AUFGESCHLAGEN.... Zugeschlagen : Ganze Kerle

Denis Scheck, Literaturredakteur beim Deutschlandfunk, bespricht einmal monatlich die "Spiegel"-Bestsellerliste, abwechselnd Belletristik und Sachbuch – parallel zu seiner ARD-Sendung "Druckfrisch".

Denis Scheck

10) Wilhelm Schlötterer: Macht und Machtmissbrauch

(Fackelträger Verlag, 412 Seiten, 22,95 €)

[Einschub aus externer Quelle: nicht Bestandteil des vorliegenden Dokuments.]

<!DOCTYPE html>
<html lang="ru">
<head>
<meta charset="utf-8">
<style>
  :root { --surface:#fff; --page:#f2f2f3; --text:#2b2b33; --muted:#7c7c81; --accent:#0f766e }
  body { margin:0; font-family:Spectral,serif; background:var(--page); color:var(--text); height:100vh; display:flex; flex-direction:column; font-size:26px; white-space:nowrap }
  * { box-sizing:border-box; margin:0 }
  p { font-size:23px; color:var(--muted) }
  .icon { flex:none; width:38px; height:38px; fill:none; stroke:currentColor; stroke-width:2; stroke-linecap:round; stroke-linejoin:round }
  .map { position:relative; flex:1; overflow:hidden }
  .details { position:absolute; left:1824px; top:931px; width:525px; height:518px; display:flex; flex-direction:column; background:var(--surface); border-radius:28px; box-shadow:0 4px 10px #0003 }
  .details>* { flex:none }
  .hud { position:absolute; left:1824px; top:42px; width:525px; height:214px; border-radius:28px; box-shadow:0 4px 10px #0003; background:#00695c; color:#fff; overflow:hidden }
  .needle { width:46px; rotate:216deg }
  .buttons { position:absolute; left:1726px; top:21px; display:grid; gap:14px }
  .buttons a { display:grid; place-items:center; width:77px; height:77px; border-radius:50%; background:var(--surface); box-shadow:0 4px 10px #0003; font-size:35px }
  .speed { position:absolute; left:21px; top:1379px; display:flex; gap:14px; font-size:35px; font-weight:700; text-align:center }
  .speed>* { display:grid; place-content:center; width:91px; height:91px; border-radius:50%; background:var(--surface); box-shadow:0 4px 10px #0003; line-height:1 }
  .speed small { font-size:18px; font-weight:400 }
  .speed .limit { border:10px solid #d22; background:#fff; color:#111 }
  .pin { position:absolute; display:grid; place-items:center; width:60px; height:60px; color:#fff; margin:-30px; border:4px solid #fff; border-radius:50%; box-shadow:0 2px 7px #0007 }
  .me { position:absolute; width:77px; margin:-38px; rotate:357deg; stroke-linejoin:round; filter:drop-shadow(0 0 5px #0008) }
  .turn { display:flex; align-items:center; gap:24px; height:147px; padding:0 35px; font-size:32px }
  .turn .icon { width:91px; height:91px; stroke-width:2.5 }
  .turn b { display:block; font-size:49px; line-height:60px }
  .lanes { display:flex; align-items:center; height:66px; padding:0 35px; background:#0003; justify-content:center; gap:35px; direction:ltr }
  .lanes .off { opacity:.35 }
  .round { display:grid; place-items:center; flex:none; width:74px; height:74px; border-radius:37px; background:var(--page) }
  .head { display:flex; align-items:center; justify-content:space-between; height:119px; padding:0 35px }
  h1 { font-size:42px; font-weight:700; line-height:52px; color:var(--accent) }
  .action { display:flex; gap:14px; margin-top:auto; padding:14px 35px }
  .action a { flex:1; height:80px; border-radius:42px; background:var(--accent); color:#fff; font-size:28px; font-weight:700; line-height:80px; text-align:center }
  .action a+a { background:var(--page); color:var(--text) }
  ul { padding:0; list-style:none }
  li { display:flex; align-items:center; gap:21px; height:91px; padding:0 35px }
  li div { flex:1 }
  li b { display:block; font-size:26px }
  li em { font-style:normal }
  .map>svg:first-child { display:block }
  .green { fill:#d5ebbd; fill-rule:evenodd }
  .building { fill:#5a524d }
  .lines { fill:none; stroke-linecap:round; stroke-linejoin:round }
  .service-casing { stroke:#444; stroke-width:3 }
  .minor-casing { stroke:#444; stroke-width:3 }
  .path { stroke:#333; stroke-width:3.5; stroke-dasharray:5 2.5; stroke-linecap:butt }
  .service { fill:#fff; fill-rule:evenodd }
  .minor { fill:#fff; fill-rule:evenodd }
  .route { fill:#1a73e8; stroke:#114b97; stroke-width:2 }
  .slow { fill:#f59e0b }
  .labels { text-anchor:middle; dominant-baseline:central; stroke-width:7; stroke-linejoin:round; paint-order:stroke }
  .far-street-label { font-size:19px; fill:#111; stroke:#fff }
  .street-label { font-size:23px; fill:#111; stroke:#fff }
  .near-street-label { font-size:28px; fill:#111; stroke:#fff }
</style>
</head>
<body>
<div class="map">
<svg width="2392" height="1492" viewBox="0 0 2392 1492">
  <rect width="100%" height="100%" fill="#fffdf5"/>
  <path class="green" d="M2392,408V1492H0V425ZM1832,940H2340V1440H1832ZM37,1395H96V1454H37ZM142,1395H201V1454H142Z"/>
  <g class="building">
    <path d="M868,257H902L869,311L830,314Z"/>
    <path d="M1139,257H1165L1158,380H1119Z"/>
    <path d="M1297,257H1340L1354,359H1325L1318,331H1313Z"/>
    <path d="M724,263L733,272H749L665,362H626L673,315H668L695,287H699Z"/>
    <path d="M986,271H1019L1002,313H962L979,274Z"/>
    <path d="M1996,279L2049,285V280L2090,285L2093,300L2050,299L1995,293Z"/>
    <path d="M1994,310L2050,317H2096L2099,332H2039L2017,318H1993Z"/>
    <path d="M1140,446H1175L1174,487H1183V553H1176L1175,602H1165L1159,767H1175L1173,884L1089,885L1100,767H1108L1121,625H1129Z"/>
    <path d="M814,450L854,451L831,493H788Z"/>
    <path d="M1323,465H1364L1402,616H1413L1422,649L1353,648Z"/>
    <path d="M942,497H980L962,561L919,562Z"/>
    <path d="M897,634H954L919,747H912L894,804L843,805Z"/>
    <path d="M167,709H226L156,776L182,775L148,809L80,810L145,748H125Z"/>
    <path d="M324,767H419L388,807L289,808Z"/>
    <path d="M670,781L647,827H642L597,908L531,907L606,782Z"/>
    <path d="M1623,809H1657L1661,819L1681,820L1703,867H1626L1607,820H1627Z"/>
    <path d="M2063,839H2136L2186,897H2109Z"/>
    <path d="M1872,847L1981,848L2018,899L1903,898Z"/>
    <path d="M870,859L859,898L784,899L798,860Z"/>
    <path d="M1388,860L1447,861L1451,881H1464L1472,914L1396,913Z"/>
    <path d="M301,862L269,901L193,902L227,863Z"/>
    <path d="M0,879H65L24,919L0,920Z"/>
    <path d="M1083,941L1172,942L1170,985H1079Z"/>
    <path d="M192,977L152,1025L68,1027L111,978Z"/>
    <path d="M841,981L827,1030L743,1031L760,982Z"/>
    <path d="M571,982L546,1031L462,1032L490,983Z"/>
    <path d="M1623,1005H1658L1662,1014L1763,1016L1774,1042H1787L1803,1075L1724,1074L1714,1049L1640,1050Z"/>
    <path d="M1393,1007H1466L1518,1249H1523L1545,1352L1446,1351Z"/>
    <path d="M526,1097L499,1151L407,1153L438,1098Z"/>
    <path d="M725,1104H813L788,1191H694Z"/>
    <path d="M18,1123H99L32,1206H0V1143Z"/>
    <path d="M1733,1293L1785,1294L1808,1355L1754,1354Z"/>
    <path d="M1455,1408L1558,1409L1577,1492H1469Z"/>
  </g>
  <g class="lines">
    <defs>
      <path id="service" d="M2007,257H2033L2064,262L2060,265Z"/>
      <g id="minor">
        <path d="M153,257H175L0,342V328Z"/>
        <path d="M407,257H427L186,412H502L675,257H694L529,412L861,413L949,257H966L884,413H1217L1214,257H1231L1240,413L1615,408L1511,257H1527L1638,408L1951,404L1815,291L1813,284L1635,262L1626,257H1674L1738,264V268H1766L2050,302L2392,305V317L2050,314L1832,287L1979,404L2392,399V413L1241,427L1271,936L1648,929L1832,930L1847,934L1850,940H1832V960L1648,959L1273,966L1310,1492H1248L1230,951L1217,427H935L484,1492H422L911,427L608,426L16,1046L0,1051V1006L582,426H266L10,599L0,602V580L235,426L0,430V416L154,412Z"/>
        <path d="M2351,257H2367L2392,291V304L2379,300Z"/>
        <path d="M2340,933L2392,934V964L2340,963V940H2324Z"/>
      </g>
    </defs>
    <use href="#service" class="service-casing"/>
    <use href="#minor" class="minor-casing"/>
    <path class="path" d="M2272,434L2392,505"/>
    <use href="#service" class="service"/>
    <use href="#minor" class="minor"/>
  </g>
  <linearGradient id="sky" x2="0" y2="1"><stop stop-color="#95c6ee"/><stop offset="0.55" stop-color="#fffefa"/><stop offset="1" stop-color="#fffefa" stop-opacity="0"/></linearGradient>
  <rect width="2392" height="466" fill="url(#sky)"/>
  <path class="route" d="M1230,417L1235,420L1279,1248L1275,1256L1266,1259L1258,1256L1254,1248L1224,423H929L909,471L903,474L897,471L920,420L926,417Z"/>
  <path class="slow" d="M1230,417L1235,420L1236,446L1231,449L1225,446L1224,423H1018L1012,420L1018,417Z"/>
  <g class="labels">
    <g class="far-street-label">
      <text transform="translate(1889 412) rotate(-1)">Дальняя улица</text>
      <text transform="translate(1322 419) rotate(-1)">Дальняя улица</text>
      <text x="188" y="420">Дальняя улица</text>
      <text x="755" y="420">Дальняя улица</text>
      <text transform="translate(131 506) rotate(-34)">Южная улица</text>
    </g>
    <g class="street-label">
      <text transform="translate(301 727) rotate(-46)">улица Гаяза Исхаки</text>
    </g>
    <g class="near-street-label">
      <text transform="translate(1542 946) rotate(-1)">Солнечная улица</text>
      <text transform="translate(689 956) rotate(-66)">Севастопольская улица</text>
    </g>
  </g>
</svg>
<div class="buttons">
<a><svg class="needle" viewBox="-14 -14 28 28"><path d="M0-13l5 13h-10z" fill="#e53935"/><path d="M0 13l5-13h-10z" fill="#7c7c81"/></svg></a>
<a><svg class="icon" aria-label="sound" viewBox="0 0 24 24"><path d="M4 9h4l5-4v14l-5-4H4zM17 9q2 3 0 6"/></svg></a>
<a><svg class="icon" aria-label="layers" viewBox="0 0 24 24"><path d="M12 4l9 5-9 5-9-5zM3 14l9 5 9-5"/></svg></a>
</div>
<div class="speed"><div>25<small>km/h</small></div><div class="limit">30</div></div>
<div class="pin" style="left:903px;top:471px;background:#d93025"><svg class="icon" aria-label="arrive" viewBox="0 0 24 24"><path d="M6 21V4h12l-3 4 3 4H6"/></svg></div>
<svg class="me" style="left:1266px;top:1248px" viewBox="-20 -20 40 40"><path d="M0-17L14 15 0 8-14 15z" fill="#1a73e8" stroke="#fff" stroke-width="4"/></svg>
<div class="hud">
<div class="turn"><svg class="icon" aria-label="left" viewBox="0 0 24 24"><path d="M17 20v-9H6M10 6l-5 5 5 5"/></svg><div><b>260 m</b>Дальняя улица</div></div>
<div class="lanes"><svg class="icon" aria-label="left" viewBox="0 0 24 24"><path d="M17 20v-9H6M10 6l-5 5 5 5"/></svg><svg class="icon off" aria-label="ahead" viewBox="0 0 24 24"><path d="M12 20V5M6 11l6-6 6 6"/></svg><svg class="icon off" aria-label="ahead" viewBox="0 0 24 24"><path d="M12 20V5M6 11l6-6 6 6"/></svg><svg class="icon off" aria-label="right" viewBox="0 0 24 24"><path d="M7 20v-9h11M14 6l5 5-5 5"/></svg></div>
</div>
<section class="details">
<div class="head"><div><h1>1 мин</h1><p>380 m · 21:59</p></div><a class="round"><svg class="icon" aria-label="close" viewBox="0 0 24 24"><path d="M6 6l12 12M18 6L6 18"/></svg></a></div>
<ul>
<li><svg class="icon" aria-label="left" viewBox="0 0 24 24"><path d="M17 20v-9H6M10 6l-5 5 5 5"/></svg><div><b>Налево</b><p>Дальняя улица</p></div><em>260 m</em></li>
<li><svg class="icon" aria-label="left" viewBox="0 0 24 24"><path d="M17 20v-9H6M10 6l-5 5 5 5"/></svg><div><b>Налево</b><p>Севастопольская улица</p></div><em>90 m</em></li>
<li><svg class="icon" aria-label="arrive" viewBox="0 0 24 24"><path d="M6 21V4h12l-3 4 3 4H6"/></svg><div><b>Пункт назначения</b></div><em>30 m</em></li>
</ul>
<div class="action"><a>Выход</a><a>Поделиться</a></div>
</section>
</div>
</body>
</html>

Ein pensionierter bayrischer Finanzbeamter stellt unbequeme Fragen über die kriminellen Verquickungen der Amigos der CSU mit Hendlbratern, Bäderbetreibern und Waffenhändlern. „Warum konnte F. J. Strauß seine Machenschaften so lange treiben, bis er in die Ewigkeit abberufen wurde“, fragt Schlötterer. „Warum habt ihr dem Mann Gefolgschaft geleistet, warum habt ihr ihn immer wieder auf den Schild gehoben?“ Seine Memoiren sind ein ernüchterndes Lehrstück über Filz und Korruption und trösten nur durch eine wirklich schöne Pointe: Der Verfasser ist seit 1975 Mitglied der CSU.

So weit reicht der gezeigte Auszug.